ENTRIES SHOWN
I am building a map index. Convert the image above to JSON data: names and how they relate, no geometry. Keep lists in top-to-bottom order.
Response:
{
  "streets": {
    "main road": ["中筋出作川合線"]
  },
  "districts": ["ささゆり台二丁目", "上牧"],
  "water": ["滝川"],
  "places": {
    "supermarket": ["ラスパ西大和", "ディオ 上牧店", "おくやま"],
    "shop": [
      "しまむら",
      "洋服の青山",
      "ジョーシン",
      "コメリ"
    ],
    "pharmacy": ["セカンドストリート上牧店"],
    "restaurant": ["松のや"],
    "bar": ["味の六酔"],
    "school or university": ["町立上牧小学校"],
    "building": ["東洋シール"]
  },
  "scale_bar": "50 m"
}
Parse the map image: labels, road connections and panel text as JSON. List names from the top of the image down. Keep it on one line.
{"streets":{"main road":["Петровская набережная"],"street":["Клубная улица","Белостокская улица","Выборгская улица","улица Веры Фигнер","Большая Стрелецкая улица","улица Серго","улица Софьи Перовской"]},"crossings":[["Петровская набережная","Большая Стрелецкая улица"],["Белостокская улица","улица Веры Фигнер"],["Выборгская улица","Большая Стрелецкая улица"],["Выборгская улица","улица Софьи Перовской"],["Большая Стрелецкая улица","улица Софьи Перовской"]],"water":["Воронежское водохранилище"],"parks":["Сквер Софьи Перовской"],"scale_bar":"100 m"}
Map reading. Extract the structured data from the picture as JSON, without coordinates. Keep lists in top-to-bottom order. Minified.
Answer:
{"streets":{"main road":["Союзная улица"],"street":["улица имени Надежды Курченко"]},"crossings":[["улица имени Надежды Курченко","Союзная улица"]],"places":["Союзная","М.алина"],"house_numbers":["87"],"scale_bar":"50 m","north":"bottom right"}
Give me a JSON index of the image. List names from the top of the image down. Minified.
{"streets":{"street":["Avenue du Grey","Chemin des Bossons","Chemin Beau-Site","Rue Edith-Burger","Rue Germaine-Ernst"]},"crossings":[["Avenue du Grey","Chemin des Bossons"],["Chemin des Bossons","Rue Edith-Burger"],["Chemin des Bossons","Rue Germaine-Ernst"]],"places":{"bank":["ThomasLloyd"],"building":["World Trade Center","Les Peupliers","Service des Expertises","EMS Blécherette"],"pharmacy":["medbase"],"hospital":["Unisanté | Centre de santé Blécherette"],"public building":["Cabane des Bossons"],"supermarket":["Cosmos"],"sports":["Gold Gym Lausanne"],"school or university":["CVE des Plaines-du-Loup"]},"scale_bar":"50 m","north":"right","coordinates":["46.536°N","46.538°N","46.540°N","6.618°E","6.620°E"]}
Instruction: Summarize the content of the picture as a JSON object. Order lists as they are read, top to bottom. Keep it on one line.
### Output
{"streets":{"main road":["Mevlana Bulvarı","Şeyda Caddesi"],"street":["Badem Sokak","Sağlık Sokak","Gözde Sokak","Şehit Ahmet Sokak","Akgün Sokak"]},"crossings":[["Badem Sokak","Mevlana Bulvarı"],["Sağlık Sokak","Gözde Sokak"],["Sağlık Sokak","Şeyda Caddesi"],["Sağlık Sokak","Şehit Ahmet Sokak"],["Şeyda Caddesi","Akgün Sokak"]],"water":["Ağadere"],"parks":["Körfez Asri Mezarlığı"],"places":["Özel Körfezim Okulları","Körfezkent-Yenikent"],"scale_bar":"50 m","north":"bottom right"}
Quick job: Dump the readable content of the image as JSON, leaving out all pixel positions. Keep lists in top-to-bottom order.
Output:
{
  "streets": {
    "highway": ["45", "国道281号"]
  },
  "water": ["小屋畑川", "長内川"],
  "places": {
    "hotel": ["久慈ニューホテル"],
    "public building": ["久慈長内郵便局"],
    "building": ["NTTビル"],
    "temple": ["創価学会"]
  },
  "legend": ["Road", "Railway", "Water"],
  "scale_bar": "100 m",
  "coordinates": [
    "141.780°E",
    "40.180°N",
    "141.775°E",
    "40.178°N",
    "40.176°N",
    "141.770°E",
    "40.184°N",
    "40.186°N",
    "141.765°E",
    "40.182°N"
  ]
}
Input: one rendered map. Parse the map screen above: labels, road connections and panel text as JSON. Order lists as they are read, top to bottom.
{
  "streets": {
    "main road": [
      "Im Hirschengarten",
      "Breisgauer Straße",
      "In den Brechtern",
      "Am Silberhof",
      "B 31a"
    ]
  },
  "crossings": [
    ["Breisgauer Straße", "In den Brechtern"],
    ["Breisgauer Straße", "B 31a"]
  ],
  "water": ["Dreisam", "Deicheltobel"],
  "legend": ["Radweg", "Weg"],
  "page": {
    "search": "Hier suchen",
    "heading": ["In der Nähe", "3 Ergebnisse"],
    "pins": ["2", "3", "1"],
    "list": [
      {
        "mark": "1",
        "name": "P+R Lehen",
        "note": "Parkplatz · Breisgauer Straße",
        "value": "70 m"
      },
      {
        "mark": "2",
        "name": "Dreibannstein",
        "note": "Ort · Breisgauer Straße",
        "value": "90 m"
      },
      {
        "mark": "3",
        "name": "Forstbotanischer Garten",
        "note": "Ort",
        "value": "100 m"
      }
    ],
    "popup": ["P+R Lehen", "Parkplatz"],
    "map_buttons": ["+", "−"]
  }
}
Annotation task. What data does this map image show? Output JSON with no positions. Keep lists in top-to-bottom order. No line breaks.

INSTRUCTIONS FOR THE TASK
Retype exactly. Start at the line with "Quick job: Dump" and stop at the last line of the data.

RESPONSE TO THE TASK
Quick job: Dump the readable content of the image as JSON, leaving out all pixel positions. Keep lists in top-to-bottom order.
Output:
{
  "streets": {
    "highway": ["45", "国道281号"]
  },
  "water": ["小屋畑川", "長内川"],
  "places": {
    "hotel": ["久慈ニューホテル"],
    "public building": ["久慈長内郵便局"],
    "building": ["NTTビル"],
    "temple": ["創価学会"]
  },
  "legend": ["Road", "Railway", "Water"],
  "scale_bar": "100 m",
  "coordinates": [
    "141.780°E",
    "40.180°N",
    "141.775°E",
    "40.178°N",
    "40.176°N",
    "141.770°E",
    "40.184°N",
    "40.186°N",
    "141.765°E",
    "40.182°N"
  ]
}
Input: one rendered map. Parse the map screen above: labels, road connections and panel text as JSON. Order lists as they are read, top to bottom.
{
  "streets": {
    "main road": [
      "Im Hirschengarten",
      "Breisgauer Straße",
      "In den Brechtern",
      "Am Silberhof",
      "B 31a"
    ]
  },
  "crossings": [
    ["Breisgauer Straße", "In den Brechtern"],
    ["Breisgauer Straße", "B 31a"]
  ],
  "water": ["Dreisam", "Deicheltobel"],
  "legend": ["Radweg", "Weg"],
  "page": {
    "search": "Hier suchen",
    "heading": ["In der Nähe", "3 Ergebnisse"],
    "pins": ["2", "3", "1"],
    "list": [
      {
        "mark": "1",
        "name": "P+R Lehen",
        "note": "Parkplatz · Breisgauer Straße",
        "value": "70 m"
      },
      {
        "mark": "2",
        "name": "Dreibannstein",
        "note": "Ort · Breisgauer Straße",
        "value": "90 m"
      },
      {
        "mark": "3",
        "name": "Forstbotanischer Garten",
        "note": "Ort",
        "value": "100 m"
      }
    ],
    "popup": ["P+R Lehen", "Parkplatz"],
    "map_buttons": ["+", "−"]
  }
}
Annotation task. What data does this map image show? Output JSON with no positions. Keep lists in top-to-bottom order. No line breaks.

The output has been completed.